Sunday, July 19, 2015

Tragedy at the Grape Hotel


As young proprietors of the Grape Hotel, my 3x great grandparents, John Michael and Elizabeth Dietrich, were involved in quite a sad story in 1820, as described in the following newspaper story fifty years later.

A MYSTERY CLEARED UPTHE REMAINS OF A SUICIDE DISINTERRED – A BULLET RATTLING IN HIS SKULL – SAD STORY OF HIS DEATH. – While a party of workmen were engaged in the removal of some human remains from the south-east corner of the Presbyterian burying ground of this city, to make room for the erection of a dwelling house for the sexton, a skull was exhumed in the empty cavity of which a bullet was heard to rattle, and on examination a bullet hole was discovered in the right temple. This bullet dropped out of one of the eye holes into the hand of the sexton, and the affair led to suspicions that the persons to whom the remains belonged might have been murdered.

It so happens, however, that we are able to clear up this supposed mystery completely, and to the entire satisfaction of all concerned. The skull found with the bullet rattling in it was not the skull of a murdered man, but that of a suicide. The story of his death is full of interest, and the particulars thereof we gather from the recollections of that most estimable lady, Mrs. E. Michael, proprietress of the Grape Hotel, in the month of Oct., in the year 1820, a gentleman named Torrance Marshall, from Wythe county, Va., came to this city with a drove of cattle. He traveled, as was the general custom in those days, upon horseback, and brought with him a drove of cattle, which he sold at a loss to the farmers of Lancaster Co. He was a fine looking man, about forty years of age. His father and his brother had both been among the victims of that terrible calamity, the burning of the old Richmond Theatre. Sometime after that his wife was thrown from a carriage and killed. These things, together with the loss of money on his cattle, so preyed upon his mind that he determined to put an end to an existence that he had become burthensome to him. He went to the store of John F. Steinman and purchased a pistol. He took the weapon to the gun store of Mr. Gibbs, and had it carefully loaded. Returning to the Grape Hotel, then kept by Mr. John Michael, the husband of the lady from whom we learn the particulars of this sad story, he had some conversation with a fellow-drover and merchant from the same county in Virginia. The name of his friend was Zimmerman. Marshall told him that he could not wait until the time they had set for their departure together for Baltimore, where they were both to lay in a supply of goods, each of them being engaged in the mercantile business in Wythe county Virginia. Zimmerman insisted upon Marshall’s waiting, telling him that he would be able to leave with him on the following day, as some farmers were to come in and pay the last of his money due him on the day when the conversation occurred. Mr. Zimmerman stated that he was about writing home, and advised Marshall to do the same, and lie over with him. To this Mr. Marshall seems to assent, and taking pen, ink and paper with him he started up stairs. Going to his room he found the chamber-maid engaged in cleaning it up, both he and his friend having risen at rather a late hour in the morning. The girl did not leave the room, thinking he might wait until she had finished.

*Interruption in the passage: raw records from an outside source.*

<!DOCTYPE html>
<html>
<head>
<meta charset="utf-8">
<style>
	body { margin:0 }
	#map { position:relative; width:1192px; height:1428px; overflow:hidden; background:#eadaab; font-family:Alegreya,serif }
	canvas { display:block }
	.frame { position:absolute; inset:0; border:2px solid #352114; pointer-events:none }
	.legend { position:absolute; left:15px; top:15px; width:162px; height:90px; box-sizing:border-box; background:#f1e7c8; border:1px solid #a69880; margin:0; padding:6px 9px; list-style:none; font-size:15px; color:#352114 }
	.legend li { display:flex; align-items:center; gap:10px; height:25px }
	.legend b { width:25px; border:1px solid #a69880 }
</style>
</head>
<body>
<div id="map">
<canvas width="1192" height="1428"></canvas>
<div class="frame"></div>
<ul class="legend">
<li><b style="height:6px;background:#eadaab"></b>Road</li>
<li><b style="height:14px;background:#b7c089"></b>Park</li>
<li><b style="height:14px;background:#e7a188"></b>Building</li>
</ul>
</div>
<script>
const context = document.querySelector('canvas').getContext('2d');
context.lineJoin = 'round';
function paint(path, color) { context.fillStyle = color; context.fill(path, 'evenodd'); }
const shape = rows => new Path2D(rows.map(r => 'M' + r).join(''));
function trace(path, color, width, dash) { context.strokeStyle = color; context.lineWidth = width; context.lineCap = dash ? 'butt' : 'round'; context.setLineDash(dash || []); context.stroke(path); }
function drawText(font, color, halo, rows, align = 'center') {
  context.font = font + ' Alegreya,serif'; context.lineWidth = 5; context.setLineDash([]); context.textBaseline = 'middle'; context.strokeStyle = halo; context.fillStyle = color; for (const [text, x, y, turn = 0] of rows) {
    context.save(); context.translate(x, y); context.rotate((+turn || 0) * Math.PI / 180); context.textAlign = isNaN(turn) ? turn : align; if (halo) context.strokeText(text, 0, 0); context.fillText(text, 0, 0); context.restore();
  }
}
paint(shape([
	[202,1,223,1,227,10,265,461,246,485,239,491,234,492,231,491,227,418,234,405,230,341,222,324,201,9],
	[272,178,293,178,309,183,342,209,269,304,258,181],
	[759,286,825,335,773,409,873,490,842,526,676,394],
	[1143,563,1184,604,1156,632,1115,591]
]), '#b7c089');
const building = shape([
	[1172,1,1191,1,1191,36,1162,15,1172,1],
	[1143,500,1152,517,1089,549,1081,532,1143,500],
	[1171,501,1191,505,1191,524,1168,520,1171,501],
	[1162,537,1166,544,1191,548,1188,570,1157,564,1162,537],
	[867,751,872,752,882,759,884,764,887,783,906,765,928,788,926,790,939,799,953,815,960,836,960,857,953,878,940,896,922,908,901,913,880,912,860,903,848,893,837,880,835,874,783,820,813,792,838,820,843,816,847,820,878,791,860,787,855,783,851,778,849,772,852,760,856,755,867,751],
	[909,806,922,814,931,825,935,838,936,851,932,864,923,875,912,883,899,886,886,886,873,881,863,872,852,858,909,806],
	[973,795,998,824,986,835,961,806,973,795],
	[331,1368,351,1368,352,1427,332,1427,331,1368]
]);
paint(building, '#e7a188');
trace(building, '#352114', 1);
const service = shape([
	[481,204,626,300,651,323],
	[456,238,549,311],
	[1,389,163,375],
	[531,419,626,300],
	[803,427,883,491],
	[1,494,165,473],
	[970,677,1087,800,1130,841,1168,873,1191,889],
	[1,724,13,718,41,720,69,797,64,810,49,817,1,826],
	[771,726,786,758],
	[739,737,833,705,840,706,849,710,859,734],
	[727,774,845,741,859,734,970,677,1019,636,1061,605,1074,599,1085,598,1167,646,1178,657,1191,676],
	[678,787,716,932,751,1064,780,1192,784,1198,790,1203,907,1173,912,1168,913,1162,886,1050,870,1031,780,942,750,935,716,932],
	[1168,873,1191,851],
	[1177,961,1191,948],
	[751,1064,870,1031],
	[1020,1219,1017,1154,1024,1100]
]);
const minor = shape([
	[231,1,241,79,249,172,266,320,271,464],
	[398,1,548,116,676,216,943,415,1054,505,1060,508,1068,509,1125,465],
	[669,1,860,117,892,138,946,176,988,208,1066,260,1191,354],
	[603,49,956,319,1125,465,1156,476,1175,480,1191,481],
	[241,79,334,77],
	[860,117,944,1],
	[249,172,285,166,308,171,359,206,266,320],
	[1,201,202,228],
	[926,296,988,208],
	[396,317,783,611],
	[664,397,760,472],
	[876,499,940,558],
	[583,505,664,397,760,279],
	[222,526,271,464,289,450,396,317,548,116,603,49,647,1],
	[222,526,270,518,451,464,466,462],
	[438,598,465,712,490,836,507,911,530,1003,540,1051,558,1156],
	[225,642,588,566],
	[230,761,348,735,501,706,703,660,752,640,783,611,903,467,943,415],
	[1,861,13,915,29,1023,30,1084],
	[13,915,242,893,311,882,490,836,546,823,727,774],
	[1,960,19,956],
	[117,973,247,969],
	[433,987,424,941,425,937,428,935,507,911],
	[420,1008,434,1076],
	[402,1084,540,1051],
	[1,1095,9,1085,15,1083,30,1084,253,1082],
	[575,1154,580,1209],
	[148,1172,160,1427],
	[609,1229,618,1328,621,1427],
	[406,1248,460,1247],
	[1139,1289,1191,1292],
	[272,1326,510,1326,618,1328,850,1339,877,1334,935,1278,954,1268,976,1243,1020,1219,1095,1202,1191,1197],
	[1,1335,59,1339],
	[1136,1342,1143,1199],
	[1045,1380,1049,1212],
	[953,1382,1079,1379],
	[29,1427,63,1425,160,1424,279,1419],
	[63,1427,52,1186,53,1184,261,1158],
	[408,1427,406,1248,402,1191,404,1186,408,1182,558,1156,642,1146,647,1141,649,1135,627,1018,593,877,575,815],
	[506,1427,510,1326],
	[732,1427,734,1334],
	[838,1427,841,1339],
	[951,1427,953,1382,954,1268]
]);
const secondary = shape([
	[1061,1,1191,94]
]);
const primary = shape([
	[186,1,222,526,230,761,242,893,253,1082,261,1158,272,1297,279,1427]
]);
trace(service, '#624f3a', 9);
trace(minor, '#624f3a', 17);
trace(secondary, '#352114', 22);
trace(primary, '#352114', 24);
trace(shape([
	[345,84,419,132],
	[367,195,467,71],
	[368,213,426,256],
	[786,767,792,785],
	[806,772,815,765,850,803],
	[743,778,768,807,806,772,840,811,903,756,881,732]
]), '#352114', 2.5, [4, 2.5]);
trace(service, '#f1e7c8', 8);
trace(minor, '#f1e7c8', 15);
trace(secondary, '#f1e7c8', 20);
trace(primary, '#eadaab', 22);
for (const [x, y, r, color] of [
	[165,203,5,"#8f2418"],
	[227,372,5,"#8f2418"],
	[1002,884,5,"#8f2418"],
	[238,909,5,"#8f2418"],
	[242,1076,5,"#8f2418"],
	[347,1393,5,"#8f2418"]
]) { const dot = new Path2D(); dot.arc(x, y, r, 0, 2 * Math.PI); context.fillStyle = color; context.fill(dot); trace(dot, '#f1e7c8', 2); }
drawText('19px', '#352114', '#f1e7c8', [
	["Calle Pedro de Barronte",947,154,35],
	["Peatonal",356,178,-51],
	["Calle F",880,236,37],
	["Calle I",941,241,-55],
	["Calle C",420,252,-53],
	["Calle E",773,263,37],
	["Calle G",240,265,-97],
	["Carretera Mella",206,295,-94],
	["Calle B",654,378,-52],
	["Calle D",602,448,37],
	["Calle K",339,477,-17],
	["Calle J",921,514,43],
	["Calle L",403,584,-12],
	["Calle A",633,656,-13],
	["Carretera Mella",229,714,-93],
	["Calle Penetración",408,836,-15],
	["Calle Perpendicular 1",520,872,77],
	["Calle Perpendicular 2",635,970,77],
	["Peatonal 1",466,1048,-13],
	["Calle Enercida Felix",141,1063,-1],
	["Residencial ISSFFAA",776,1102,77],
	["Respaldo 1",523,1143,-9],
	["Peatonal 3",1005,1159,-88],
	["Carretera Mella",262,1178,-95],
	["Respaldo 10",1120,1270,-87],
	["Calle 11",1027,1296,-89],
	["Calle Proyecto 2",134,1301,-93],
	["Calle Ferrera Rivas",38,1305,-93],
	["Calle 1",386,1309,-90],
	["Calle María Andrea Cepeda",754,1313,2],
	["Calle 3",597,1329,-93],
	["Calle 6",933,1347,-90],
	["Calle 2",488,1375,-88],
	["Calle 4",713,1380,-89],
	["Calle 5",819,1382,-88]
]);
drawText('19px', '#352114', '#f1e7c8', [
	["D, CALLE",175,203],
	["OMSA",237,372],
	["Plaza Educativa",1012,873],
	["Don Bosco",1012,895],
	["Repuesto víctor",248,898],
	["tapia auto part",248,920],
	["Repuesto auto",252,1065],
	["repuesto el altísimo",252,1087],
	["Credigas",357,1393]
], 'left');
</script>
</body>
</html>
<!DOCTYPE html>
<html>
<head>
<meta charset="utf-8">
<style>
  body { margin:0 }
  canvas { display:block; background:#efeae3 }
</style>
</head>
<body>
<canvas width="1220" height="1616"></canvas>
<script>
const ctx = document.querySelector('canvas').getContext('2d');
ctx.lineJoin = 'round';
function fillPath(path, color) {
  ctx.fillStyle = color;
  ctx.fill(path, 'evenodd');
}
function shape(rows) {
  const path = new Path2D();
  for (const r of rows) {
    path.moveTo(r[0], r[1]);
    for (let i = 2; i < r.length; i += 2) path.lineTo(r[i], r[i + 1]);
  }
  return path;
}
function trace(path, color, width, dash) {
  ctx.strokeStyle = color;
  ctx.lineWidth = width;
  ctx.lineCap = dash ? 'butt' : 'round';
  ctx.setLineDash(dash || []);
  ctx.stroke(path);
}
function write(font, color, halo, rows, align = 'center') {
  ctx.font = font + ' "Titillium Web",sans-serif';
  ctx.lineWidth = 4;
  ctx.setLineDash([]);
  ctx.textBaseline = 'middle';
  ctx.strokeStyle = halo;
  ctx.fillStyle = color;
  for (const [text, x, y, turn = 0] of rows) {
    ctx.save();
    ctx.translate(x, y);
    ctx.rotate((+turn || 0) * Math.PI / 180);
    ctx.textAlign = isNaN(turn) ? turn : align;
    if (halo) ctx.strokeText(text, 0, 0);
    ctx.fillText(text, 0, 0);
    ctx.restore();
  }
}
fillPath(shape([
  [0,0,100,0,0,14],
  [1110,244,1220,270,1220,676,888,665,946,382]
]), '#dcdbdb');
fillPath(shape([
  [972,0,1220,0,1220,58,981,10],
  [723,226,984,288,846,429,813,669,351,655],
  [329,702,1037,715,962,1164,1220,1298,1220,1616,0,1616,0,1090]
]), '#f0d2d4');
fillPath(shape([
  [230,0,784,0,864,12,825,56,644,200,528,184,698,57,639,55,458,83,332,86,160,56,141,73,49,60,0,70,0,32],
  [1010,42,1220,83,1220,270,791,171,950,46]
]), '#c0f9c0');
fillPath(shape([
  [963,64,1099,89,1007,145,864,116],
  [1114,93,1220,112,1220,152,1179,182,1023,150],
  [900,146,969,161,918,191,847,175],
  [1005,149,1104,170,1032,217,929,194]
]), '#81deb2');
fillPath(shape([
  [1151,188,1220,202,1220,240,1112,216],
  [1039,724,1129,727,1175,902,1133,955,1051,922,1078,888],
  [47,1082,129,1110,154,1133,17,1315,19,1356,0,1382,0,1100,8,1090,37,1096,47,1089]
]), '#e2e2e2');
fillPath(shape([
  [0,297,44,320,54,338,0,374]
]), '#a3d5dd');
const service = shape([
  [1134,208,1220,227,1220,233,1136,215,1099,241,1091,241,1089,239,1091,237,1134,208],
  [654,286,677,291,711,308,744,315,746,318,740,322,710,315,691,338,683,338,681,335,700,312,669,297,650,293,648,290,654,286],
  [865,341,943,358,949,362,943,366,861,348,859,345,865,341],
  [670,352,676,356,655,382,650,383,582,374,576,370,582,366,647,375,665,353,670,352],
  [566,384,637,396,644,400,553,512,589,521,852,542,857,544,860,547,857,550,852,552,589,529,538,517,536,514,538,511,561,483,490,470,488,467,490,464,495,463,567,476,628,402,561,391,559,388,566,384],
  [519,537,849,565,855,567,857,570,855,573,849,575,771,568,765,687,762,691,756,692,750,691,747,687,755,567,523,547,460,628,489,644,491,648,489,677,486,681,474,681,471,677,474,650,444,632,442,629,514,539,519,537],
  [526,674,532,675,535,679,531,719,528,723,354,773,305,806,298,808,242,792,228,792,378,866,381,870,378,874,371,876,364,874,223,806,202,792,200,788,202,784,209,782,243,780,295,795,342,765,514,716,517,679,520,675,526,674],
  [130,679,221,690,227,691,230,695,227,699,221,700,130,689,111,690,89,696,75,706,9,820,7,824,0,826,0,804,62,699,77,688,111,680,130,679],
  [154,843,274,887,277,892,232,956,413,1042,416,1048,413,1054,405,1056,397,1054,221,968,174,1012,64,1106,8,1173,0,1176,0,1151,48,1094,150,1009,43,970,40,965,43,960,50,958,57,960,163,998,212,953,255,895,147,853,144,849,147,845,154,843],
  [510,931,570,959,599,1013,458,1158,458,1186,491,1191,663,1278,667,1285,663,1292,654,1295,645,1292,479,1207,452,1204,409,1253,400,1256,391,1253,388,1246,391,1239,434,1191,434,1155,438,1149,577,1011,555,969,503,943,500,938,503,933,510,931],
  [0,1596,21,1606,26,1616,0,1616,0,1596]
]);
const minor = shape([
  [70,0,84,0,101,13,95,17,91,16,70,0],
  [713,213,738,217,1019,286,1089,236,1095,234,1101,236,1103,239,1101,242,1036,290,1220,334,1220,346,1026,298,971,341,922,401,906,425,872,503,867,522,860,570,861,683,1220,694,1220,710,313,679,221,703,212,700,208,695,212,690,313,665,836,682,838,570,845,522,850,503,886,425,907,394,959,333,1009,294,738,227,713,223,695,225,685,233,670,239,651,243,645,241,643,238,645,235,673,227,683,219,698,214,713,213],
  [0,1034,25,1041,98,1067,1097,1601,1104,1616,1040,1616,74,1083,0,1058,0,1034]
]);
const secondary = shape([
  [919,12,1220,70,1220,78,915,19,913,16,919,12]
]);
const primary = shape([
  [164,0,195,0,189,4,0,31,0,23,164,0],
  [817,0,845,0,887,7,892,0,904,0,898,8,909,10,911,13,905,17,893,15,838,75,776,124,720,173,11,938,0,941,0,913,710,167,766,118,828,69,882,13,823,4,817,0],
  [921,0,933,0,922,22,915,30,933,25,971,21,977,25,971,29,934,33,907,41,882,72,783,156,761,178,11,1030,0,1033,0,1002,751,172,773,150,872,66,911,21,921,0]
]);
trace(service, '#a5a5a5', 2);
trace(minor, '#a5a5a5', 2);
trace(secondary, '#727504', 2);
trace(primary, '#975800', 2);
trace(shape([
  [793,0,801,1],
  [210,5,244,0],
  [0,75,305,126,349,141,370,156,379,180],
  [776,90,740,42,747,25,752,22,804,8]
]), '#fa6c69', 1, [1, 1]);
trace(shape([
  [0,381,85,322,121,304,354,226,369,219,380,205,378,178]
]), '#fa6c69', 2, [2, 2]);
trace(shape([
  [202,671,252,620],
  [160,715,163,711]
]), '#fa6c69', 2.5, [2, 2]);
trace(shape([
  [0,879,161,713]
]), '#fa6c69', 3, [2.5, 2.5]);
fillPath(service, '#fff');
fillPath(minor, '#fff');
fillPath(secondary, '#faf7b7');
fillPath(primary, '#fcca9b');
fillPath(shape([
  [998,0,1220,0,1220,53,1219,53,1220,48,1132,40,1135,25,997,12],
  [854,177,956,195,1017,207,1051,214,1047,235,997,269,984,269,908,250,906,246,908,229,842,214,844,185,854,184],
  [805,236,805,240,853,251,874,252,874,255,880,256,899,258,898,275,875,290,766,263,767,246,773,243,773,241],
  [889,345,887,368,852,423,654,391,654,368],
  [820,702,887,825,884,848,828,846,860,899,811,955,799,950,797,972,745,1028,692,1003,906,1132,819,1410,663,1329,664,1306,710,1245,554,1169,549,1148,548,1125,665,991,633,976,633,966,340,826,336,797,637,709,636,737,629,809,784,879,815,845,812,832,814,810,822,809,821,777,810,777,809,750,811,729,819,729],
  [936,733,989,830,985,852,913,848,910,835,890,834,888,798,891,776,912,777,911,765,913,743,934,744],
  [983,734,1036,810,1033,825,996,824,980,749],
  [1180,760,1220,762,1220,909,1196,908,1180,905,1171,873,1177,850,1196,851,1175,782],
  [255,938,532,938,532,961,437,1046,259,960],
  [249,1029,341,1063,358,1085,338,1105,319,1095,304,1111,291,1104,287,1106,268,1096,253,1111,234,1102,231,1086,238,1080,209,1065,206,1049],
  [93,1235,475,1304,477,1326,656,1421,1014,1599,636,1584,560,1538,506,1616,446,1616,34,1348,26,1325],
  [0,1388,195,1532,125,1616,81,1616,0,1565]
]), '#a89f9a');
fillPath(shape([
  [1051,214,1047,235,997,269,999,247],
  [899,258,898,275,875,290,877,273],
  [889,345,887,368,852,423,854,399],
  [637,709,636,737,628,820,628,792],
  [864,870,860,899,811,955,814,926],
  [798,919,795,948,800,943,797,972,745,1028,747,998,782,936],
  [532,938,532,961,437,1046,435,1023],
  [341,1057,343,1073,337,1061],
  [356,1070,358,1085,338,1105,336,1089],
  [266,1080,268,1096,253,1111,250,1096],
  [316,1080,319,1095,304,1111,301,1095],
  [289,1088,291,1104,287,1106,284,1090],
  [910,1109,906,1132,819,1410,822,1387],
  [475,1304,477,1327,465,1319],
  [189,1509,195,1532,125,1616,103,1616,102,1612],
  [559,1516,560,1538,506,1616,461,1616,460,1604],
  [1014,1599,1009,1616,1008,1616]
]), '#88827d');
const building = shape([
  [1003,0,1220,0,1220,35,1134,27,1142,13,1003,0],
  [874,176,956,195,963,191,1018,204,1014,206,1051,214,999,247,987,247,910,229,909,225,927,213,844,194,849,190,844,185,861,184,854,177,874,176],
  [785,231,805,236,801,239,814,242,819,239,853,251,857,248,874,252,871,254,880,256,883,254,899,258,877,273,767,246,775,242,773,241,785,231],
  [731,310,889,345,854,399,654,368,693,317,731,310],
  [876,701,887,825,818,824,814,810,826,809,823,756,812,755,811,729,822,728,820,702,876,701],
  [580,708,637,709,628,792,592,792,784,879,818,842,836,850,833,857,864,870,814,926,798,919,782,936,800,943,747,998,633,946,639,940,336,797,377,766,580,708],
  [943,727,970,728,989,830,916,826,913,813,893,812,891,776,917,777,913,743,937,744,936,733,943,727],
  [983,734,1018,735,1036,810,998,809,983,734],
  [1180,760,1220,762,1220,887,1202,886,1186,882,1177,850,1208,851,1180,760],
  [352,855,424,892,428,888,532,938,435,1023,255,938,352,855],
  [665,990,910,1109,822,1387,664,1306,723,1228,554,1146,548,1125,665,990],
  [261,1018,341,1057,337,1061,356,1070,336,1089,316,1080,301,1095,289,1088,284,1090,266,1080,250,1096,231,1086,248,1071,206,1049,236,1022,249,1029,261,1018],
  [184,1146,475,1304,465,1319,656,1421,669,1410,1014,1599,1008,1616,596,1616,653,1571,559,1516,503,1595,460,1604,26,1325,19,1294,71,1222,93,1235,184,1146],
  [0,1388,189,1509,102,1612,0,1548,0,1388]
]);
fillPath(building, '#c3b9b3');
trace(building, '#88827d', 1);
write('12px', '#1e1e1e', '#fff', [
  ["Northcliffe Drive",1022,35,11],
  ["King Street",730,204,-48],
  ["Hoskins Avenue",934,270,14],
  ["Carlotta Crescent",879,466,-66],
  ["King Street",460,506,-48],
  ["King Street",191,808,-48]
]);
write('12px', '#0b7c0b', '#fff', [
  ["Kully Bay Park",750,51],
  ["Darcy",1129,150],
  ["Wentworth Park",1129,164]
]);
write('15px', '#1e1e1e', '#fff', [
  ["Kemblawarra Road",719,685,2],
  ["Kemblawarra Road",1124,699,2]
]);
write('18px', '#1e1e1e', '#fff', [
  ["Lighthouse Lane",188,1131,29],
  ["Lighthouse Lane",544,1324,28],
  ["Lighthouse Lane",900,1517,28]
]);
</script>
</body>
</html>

Mr. Marshall went out, entered another close by, and placing the pistol he had purchased and had so carefully loaded to his head, fired. The girl heard a report, but thought he had knocked a chair over; Mr. Michael, who was in the room just below that in which the tragedy occurred, heard a noise and thought the chambermaid had knocked down a looking-glass and broken it. He started up to see about the matter, and discovered Mr. Marshall lying upon the floor, life being extinct and the floor flooded with his blood. He bled very profusely, two large earthen crocks of blood being scooped up. The ball and the entire contents of the pistol, entered his skull, but did not emerge therefrom; this accounts for the presence of the bullet in the skull when it was dug up the other day. – The room where the deed was committed is the back room over the store of Mr. Jacob Loeb, that building being then the Grape hotel. The remains were examined by the Coroner, an inquest was held, and a verdict in accordance with the facts rendered. There being some objection to the burial of a suicide in church yards at that day, the body was interred in the family grave-yard on the farm of Mr. Henry Dietrich, the father of Mrs. Michael. The deceased had some twenty-two or three hundred dollars of money in his possession, which, with his other effects were taken charge of by his companion, Mr. Zimmerman. About a year after his death a Mr. Hounsel, from Wythe county Virginia, came to Lancaster, had the body of Marshall disinterred, and buried in the Presbyterian church yard, where it reposed in quiet until disturbed by the spade of those who were engaged in the removal of the remains from that part of the church yard upon which the sexton’s house is to be erected. The story of Mr. Marshall is a sad one, and few have been called upon to bear up under greater afflictions than those which assailed him. His remains, with those of the others which were removed, have been decently interred in another part of the church-yard, where it is to be hoped they will be suffered to rest undisturbed until the dust to which they are fast tending is quickened by the trump of the great archangel.-Intelligencer.[1]